_PROBLEM DETAILS_
Look at each line of the listing. Copy those that hold the string "Avenida".

_DATA RECORDS_
<<<<

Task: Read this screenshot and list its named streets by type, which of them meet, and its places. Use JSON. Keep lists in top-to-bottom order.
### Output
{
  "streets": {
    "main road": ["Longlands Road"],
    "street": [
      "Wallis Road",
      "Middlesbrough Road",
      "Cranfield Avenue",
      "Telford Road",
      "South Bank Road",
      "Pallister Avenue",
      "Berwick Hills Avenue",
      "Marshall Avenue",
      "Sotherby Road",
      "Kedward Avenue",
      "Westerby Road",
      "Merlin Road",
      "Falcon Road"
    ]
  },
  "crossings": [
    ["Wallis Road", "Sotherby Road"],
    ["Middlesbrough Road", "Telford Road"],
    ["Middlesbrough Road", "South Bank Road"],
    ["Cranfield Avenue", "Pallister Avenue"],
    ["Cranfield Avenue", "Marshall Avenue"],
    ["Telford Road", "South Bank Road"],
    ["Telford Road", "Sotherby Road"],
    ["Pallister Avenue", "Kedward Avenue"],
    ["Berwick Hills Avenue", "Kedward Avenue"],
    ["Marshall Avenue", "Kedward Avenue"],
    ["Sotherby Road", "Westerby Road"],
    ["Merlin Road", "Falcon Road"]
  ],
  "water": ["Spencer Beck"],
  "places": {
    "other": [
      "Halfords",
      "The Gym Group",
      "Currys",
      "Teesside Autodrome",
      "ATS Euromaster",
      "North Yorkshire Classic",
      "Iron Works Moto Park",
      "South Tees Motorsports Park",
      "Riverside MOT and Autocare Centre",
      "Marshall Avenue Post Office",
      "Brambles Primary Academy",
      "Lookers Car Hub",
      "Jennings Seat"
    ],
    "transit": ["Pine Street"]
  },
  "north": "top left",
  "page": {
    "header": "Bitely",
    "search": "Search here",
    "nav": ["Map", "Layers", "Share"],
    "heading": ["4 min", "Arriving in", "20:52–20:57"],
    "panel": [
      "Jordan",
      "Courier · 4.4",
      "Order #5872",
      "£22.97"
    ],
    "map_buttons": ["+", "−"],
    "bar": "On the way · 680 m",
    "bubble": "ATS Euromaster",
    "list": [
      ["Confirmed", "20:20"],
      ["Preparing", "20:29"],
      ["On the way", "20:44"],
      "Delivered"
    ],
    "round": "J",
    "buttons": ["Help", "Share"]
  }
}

>>>>
<<<<

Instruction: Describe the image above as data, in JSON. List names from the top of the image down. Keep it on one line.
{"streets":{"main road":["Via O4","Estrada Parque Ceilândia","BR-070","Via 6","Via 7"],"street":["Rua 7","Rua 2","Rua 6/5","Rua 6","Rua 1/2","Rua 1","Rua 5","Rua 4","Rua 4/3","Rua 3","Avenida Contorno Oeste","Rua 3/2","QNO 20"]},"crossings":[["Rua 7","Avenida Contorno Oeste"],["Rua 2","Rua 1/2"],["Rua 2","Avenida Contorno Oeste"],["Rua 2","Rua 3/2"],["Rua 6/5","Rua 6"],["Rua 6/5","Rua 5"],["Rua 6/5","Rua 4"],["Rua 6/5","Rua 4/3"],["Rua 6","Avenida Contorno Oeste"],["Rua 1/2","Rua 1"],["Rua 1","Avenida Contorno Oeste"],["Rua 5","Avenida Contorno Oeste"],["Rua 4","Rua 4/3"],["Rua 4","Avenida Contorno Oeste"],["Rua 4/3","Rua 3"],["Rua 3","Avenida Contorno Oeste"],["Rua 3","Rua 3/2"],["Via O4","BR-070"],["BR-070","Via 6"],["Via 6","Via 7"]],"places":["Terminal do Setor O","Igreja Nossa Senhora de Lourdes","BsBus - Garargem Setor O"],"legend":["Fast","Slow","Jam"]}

>>>>
<<<<

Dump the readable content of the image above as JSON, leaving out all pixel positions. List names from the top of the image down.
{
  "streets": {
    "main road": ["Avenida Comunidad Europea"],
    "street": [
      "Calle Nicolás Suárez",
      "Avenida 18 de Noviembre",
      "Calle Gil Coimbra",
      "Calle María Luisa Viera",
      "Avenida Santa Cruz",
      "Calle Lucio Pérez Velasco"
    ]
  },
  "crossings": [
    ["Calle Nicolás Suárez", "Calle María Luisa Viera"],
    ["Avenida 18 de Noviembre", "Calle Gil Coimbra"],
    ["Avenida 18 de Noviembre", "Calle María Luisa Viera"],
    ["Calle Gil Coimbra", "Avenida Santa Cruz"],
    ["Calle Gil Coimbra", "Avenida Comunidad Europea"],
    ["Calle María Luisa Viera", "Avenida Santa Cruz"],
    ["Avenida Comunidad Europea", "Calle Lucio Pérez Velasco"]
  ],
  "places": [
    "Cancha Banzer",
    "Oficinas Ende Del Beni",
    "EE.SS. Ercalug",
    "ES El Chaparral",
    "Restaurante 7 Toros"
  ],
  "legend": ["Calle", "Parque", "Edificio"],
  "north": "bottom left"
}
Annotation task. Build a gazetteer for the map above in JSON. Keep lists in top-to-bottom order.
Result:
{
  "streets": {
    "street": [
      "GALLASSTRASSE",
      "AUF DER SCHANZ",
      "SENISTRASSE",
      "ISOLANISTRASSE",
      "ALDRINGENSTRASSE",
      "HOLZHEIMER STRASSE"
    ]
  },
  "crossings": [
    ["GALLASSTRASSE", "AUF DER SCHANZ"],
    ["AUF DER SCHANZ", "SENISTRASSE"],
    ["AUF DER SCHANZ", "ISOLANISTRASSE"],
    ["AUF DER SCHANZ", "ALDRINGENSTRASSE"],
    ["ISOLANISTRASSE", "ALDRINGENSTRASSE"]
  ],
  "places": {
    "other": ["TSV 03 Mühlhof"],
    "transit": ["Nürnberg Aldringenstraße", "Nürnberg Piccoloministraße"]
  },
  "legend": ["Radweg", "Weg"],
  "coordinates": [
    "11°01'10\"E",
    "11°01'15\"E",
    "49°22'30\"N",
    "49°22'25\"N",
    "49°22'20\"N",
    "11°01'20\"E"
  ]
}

>>>>

_ANSWER TO THIS EXERCISE_
{"streets":{"main road":["Via O4","Estrada Parque Ceilândia","BR-070","Via 6","Via 7"],"street":["Rua 7","Rua 2","Rua 6/5","Rua 6","Rua 1/2","Rua 1","Rua 5","Rua 4","Rua 4/3","Rua 3","Avenida Contorno Oeste","Rua 3/2","QNO 20"]},"crossings":[["Rua 7","Avenida Contorno Oeste"],["Rua 2","Rua 1/2"],["Rua 2","Avenida Contorno Oeste"],["Rua 2","Rua 3/2"],["Rua 6/5","Rua 6"],["Rua 6/5","Rua 5"],["Rua 6/5","Rua 4"],["Rua 6/5","Rua 4/3"],["Rua 6","Avenida Contorno Oeste"],["Rua 1/2","Rua 1"],["Rua 1","Avenida Contorno Oeste"],["Rua 5","Avenida Contorno Oeste"],["Rua 4","Rua 4/3"],["Rua 4","Avenida Contorno Oeste"],["Rua 4/3","Rua 3"],["Rua 3","Avenida Contorno Oeste"],["Rua 3","Rua 3/2"],["Via O4","BR-070"],["BR-070","Via 6"],["Via 6","Via 7"]],"places":["Terminal do Setor O","Igreja Nossa Senhora de Lourdes","BsBus - Garargem Setor O"],"legend":["Fast","Slow","Jam"]}
    "main road": ["Avenida Comunidad Europea"],
      "Avenida 18 de Noviembre",
      "Avenida Santa Cruz",
    ["Avenida 18 de Noviembre", "Calle Gil Coimbra"],
    ["Avenida 18 de Noviembre", "Calle María Luisa Viera"],
    ["Calle Gil Coimbra", "Avenida Santa Cruz"],
    ["Calle Gil Coimbra", "Avenida Comunidad Europea"],
    ["Calle María Luisa Viera", "Avenida Santa Cruz"],
    ["Avenida Comunidad Europea", "Calle Lucio Pérez Velasco"]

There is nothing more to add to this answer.